Straw man argument, anyone? There may be churchy types that carry on as though the central theme of the universe is our personal salvation, but that’s on them. It is nothing the Bible advances.
The Bible has man at the center of the universe, does it? How did this one escape his attention:
“When I see your heavens, the works of your fingers, The moon and the stars that you have prepared, What is mortal man that you keep him in mind, And a son of man that you take care of him?”
No boasting about human importance there. ‘Dust on the scales,’ the psalmist calls them: “The sons of men are a mere breath, The sons of mankind are a delusion. When laid together on the scales, they are lighter than a mere breath.” (Psalm 62:9)
So if science disproves faith, it certainly does not do so on the basis that it gave people of faith a rude awakening, as though they imagined themself the center of everything and now they can no longer do so.
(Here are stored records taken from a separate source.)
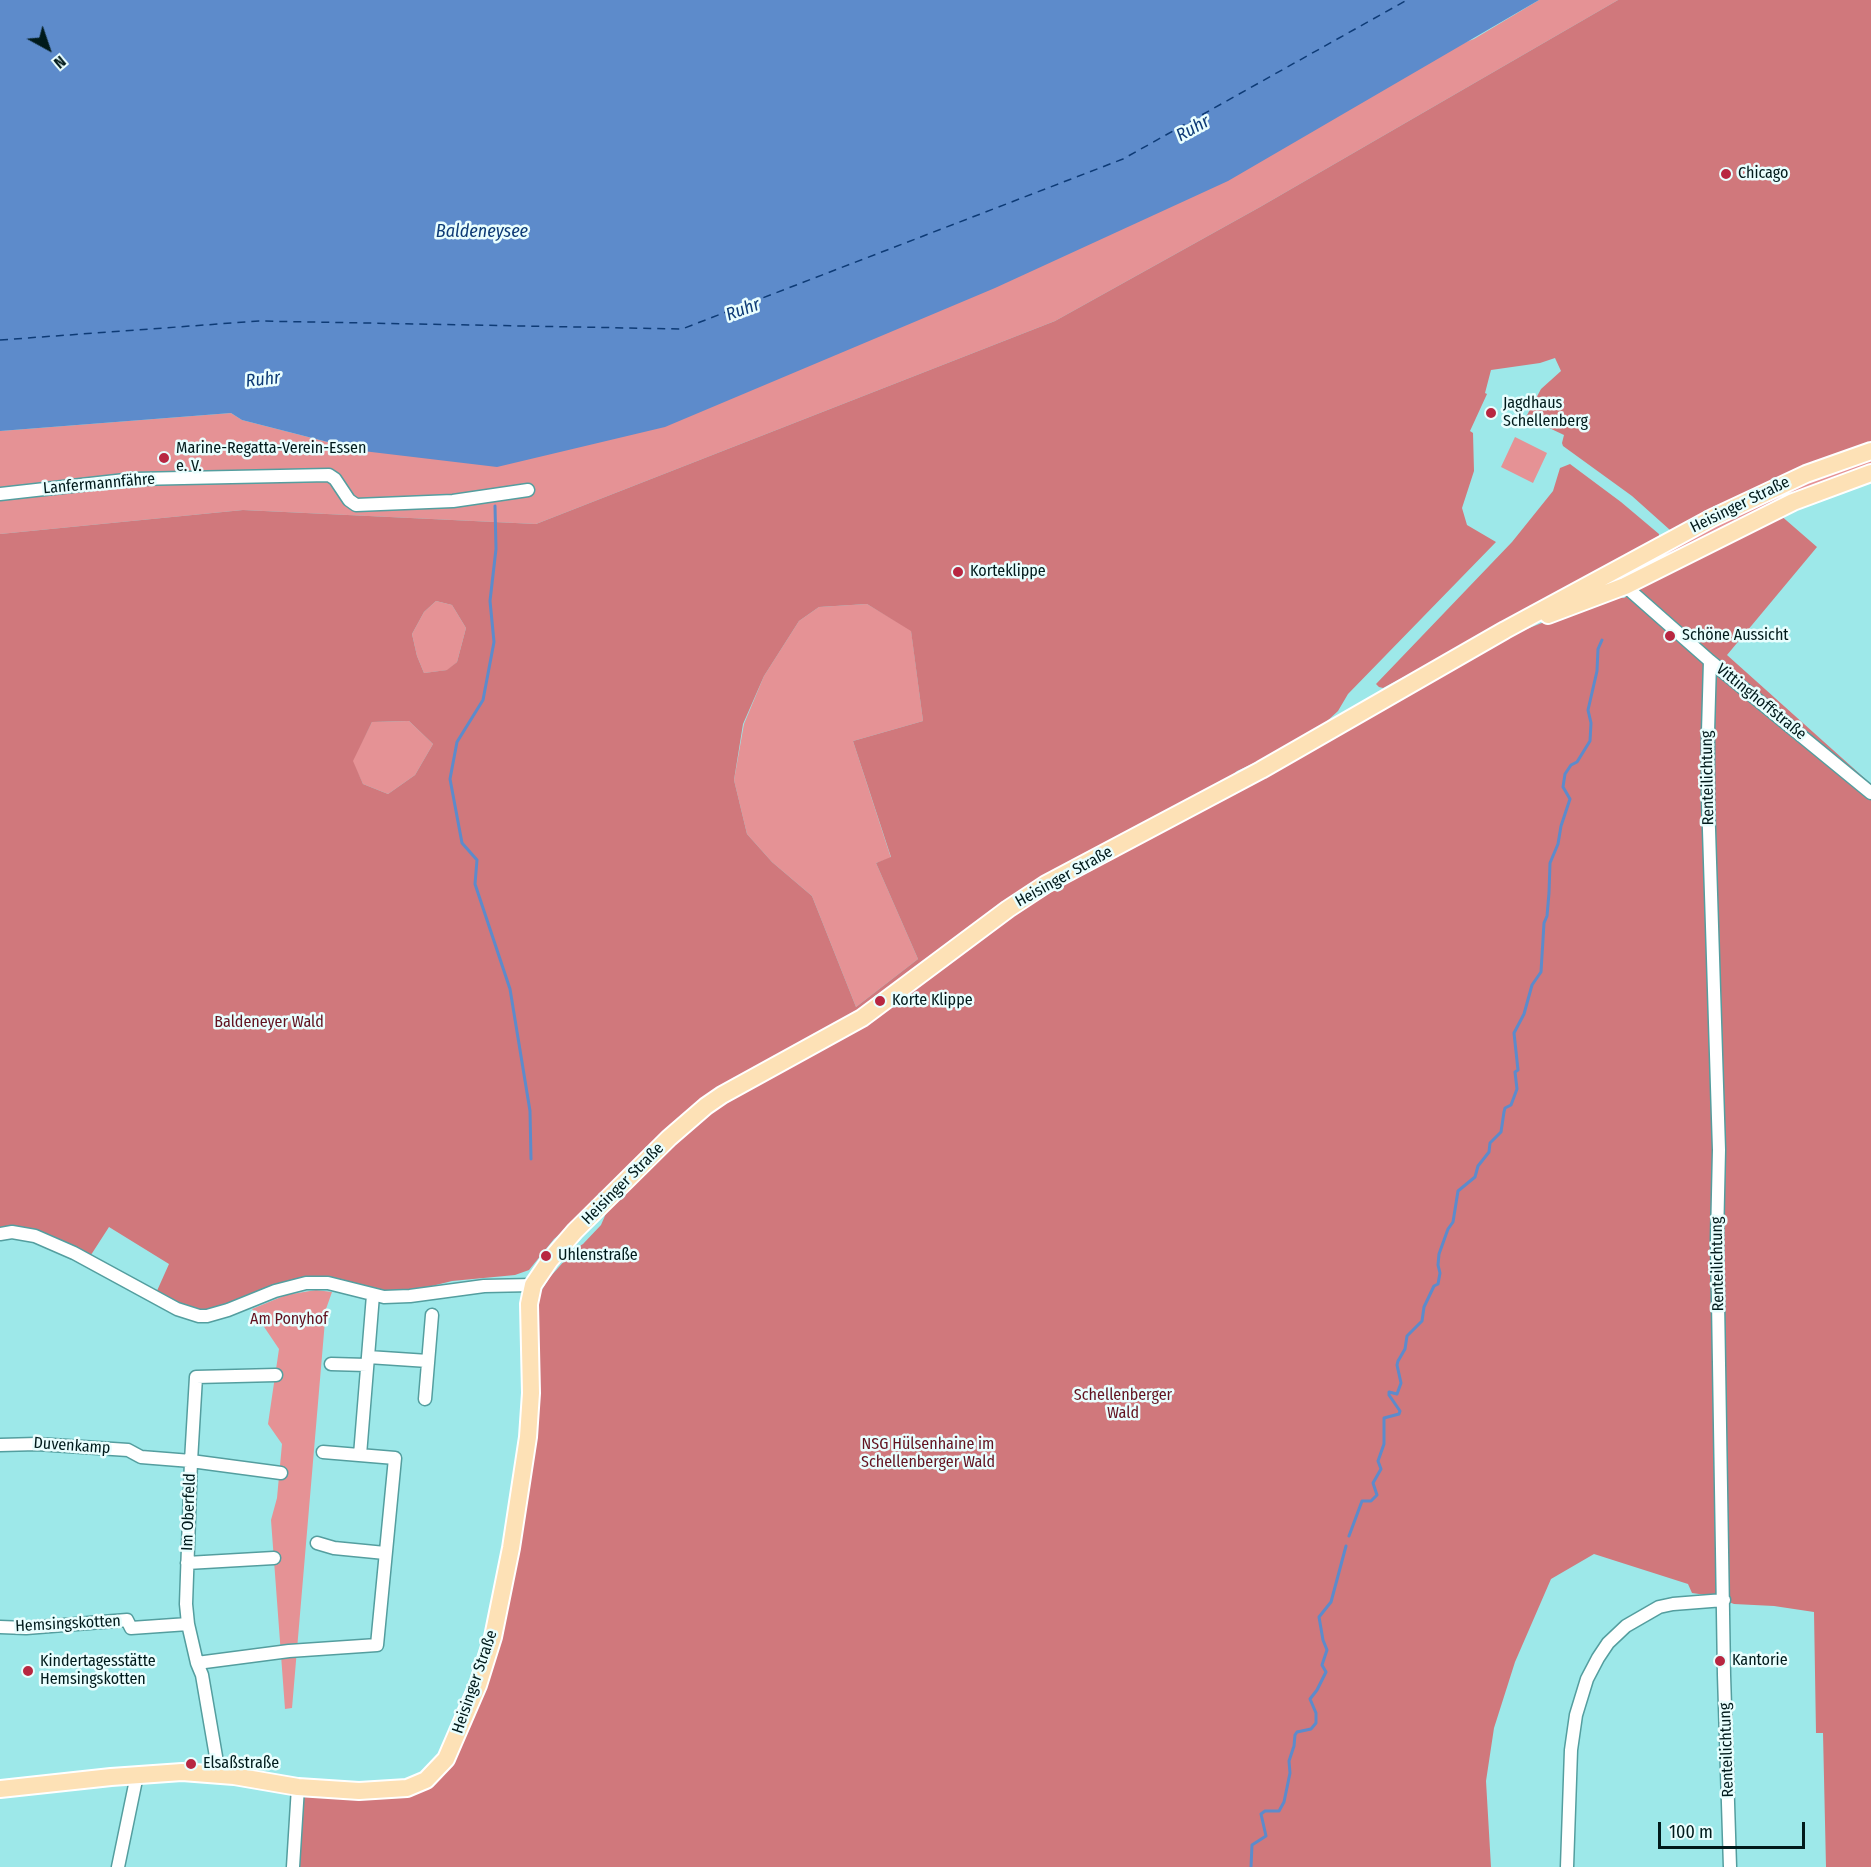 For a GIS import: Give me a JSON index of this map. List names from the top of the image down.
{
  "streets": {
    "main road": ["Heisinger Straße"],
    "street": [
      "Lanfermannfähre",
      "Vittinghoffstraße",
      "Renteilichtung",
      "Duvenkamp",
      "Im Oberfeld",
      "Hemsingskotten"
    ]
  },
  "crossings": [
    ["Heisinger Straße", "Vittinghoffstraße"],
    ["Heisinger Straße", "Im Oberfeld"],
    ["Vittinghoffstraße", "Renteilichtung"],
    ["Duvenkamp", "Im Oberfeld"],
    ["Im Oberfeld", "Hemsingskotten"]
  ],
  "water": ["Ruhr", "Baldeneysee"],
  "parks": [
    "Baldeneyer Wald",
    "Am Ponyhof",
    "Schellenberger Wald",
    "NSG Hülsenhaine im Schellenberger Wald"
  ],
  "places": [
    "Chicago",
    "Jagdhaus Schellenberg",
    "Marine-Regatta-Verein-Essen e. V.",
    "Korteklippe",
    "Schöne Aussicht",
    "Korte Klippe",
    "Uhlenstraße",
    "Kantorie",
    "Kindertagesstätte Hemsingskotten",
    "Elsaßstraße"
  ],
  "scale_bar": "100 m",
  "north": "bottom right"
}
Willie came up with another straw man: Science shows how chaotic are the subatomic building blocks of life, therefore belief in God is nonsense—as though men of faith have always figured Lego blocks were the starting point.
Why doesn’t he just go with Job 26:14?
“Look! These are just the fringes of his ways; Only a faint whisper has been heard of him!”
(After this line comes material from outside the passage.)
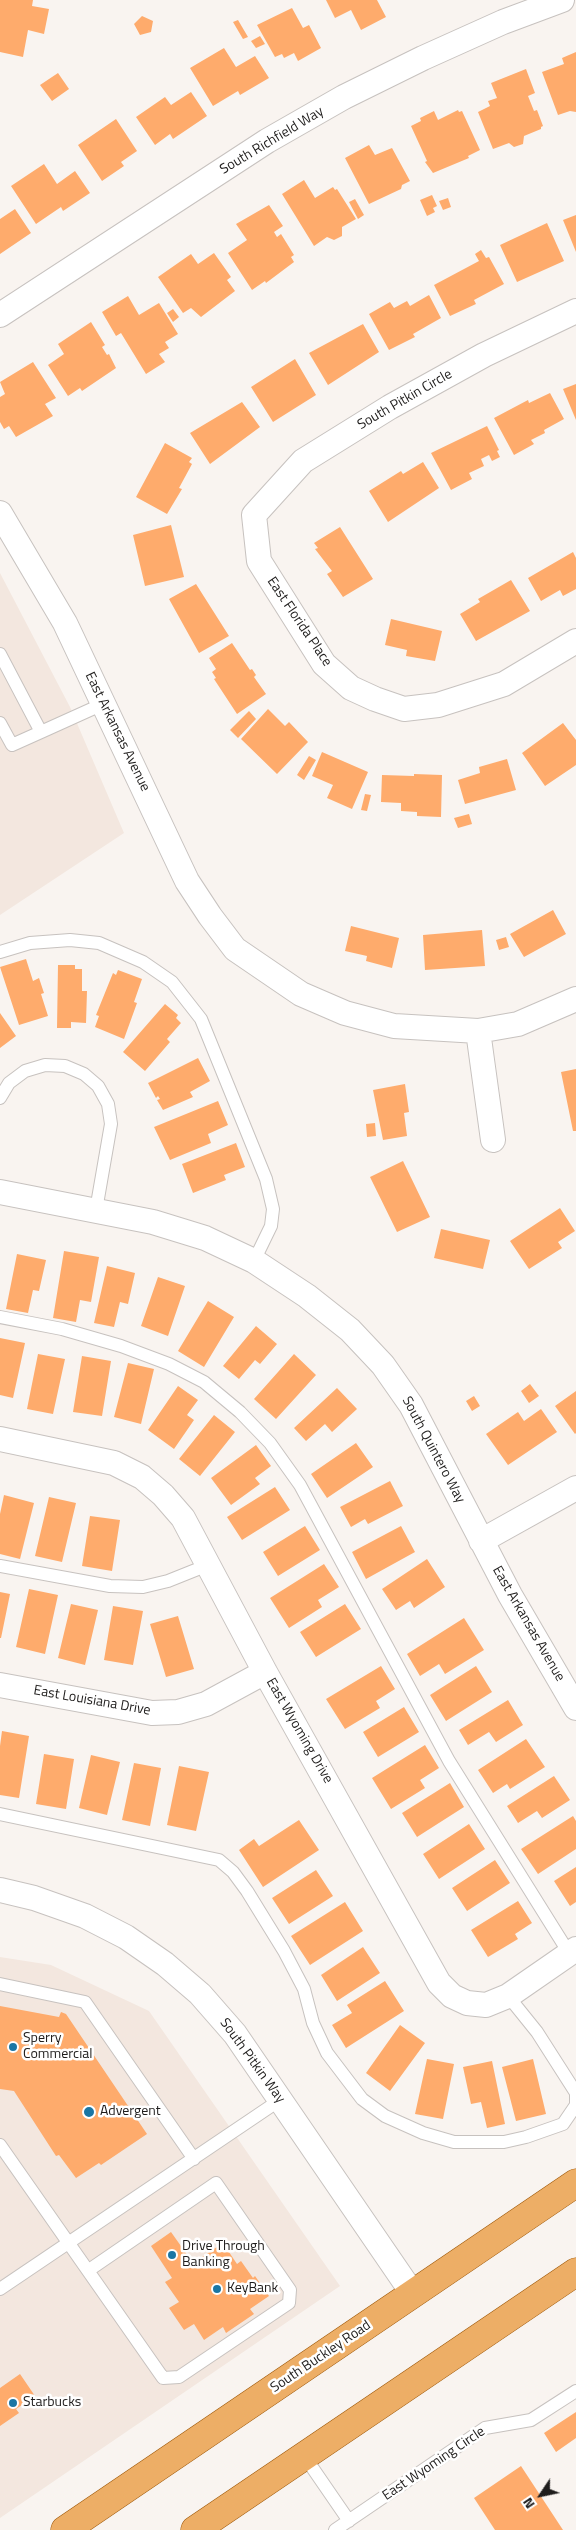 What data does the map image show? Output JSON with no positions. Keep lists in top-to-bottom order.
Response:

No expectation of simplicity there, is there?
If Willie disses faith, as appears his Mission now, he must do it with arguments that apply, not with straw man arguments that don’t.
He must not confuse church with Bible. Often they are different. And he must not confuse church with Jehovah’s Witnesses. Often they too are different. Does church put humans at the very center? Often they do. Witnesses don’t.
And if the early ‘science’ of Aristotle that came to be favored by the early Church—drawn to it because it was knowledge by decree, rather that observation, that doesn’t mean the Bible favored that ‘science.’ There is Aristotle, pasting on the heavenly bodies on the canopy surrounding central earth. He may do it. The Bible does not do so.
“He stretches out the northern sky over empty space, suspending the earth upon nothing,” says Job 26:7
I used to attempt to hang my pen upon nothing, to illustrate how unlikely it was for ‘primitive’ man to envision Job’s words on his own. Very carefully I would hang it there, before letting go. Always it would fall. But that was when I carried a pen. Nowadays all is digital and so I am stymied.
All this is not to say that Willie’s college may not serve him well. It well might, at least in the short term. His stint at the optician’s office was cut abruptly short when he proved himself not too observant about sign placement.